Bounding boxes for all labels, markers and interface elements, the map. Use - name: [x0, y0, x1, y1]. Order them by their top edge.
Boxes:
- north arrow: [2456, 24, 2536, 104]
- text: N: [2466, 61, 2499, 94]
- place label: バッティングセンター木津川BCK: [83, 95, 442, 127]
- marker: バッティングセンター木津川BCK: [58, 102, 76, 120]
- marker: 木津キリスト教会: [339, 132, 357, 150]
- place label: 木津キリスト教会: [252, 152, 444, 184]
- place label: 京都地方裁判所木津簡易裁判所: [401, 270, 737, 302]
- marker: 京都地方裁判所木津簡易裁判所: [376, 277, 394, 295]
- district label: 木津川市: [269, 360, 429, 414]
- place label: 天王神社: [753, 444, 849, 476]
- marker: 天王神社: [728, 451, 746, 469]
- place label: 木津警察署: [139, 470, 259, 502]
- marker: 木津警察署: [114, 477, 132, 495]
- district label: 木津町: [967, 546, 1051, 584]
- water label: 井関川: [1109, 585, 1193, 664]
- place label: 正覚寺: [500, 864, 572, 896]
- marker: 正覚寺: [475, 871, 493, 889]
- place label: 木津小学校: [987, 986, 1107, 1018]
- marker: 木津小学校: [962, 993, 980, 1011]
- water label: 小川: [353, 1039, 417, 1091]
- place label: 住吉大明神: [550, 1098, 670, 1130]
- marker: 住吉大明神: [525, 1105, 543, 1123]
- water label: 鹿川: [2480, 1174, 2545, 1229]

About this task:
Restate the material word for word so that no line differs from the original.

Answer to this exercise:
Bounding boxes for all labels, markers and interface elements, the map. Use - name: [x0, y0, x1, y1]. Order them by their top edge.
Boxes:
- north arrow: [2456, 24, 2536, 104]
- text: N: [2466, 61, 2499, 94]
- place label: バッティングセンター木津川BCK: [83, 95, 442, 127]
- marker: バッティングセンター木津川BCK: [58, 102, 76, 120]
- marker: 木津キリスト教会: [339, 132, 357, 150]
- place label: 木津キリスト教会: [252, 152, 444, 184]
- place label: 京都地方裁判所木津簡易裁判所: [401, 270, 737, 302]
- marker: 京都地方裁判所木津簡易裁判所: [376, 277, 394, 295]
- district label: 木津川市: [269, 360, 429, 414]
- place label: 天王神社: [753, 444, 849, 476]
- marker: 天王神社: [728, 451, 746, 469]
- place label: 木津警察署: [139, 470, 259, 502]
- marker: 木津警察署: [114, 477, 132, 495]
- district label: 木津町: [967, 546, 1051, 584]
- water label: 井関川: [1109, 585, 1193, 664]
- place label: 正覚寺: [500, 864, 572, 896]
- marker: 正覚寺: [475, 871, 493, 889]
- place label: 木津小学校: [987, 986, 1107, 1018]
- marker: 木津小学校: [962, 993, 980, 1011]
- water label: 小川: [353, 1039, 417, 1091]
- place label: 住吉大明神: [550, 1098, 670, 1130]
- marker: 住吉大明神: [525, 1105, 543, 1123]
- water label: 鹿川: [2480, 1174, 2545, 1229]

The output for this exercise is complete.